A Few Steps into the Unknown (Part 2)
Part 2 of 3: Staking Your Claim on Today.
As you recall from my last post, I left the story at a point where I was in a state of pure joy. My husband and 2 children where living in South East Turkey and were pinching ourselves, completely elated by the prospects of world-wide travel opportunities we had had and the prospect of what lay ahead.
BUT, what are you going to do when life throws in a few plot twists?
Fast forward several months and a wave of bombing came crashing down around us. First Amsterdam, then Paris, Istanbul, Ankara and Adana, the very place we were living. The threat to our safety was growing ever closer to our home near the Syrian border. We began to realize that our time living there would soon come to an end and our dreams of exploration and being immersed in another culture would shift. I was crestfallen.
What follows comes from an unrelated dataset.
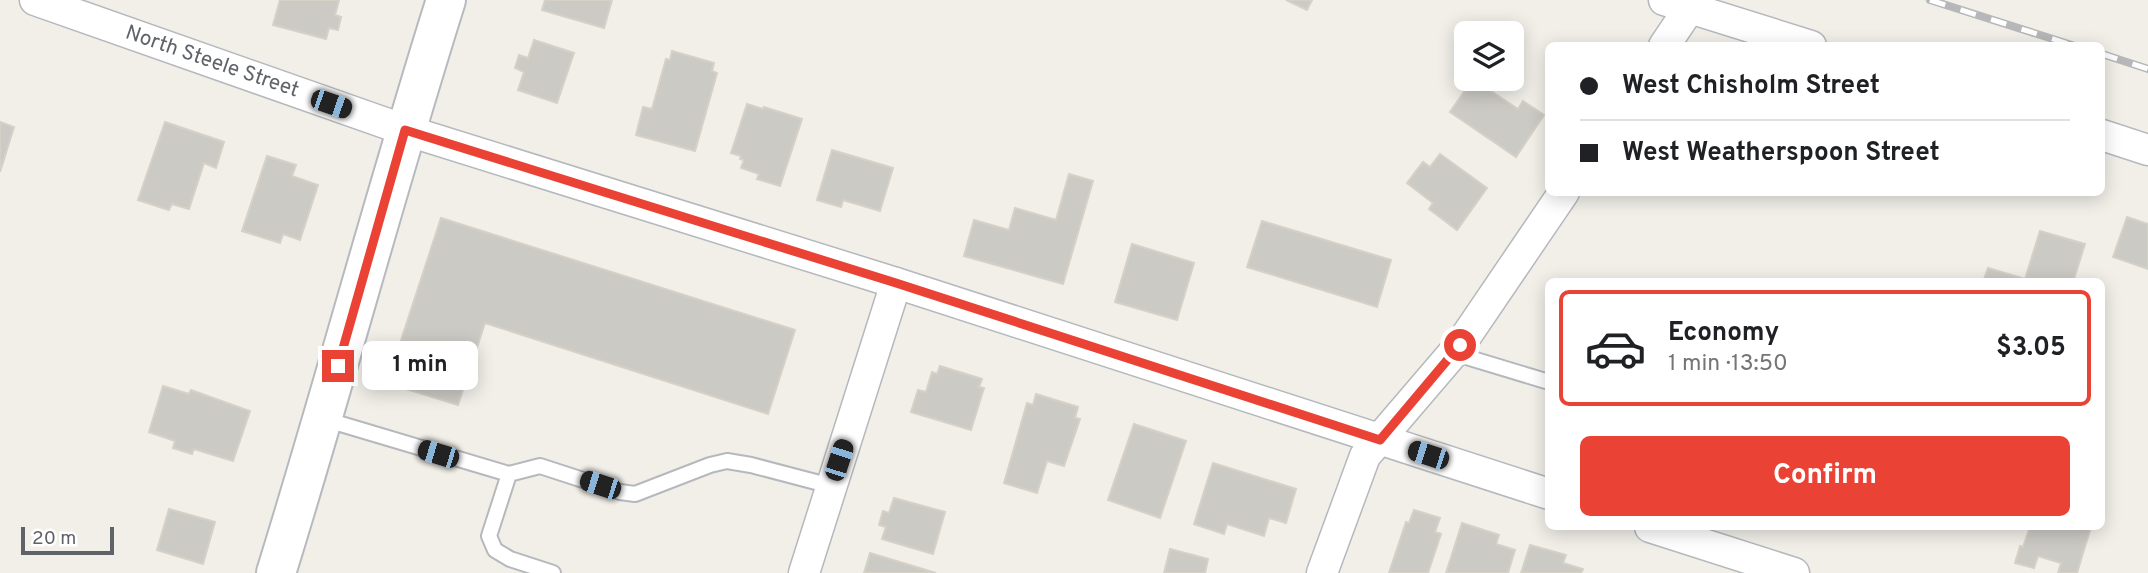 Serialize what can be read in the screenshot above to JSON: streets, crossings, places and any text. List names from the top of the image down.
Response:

I remember walking to the market one day watching palm trees sway in the wind and thinking about the cost of freedom. It occurred to me that no matter what happens around us, we are all free to choose. Free to choose how we act, free to choose what we feel inside, free to choose what we will do. This gave me hope and I remembered that rain running so clearly down the side of the new rosebuds. I remembered that I wanted to feel all this life has to offer. I wanted to know joy and sorrow, to have dreams come true and disappointments challenge me. I wanted see and feel and know and experience, for myself everything. This realization felt like a blessing from heaven. To see clearly that the plan to be on this earth was to have all the feelings and take advantage of all the emotions.
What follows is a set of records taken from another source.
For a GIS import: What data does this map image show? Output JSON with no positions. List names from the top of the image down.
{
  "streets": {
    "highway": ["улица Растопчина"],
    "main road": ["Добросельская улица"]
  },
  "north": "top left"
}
As a result of no longer feeling safe where we lived, myself and my children were evacuated by the US DoD. On the day I boarded the plane to leave, I said good-bye to my husband one last time. Not knowing when I would see him again as he needed to stay and fulfill his work commitment. We wondered if It would be days, weeks or even months until we would be reunited. It would be an understatement to say that this may have been one of the biggest steps I have taken into the unknown. As I walked across the black tarmac, I remember thinking, how poetic, the sky is painting a beautiful sun-set. And my time abroad ended.
Sometimes, even today, I will see the sky ablaze with orange and red and will be reminded of that night and the leap of faith it took to get on that plane, to trust God, that my prayers were being heard to guide an uncertain future, having no idea what was next for our family or when we would be back together again.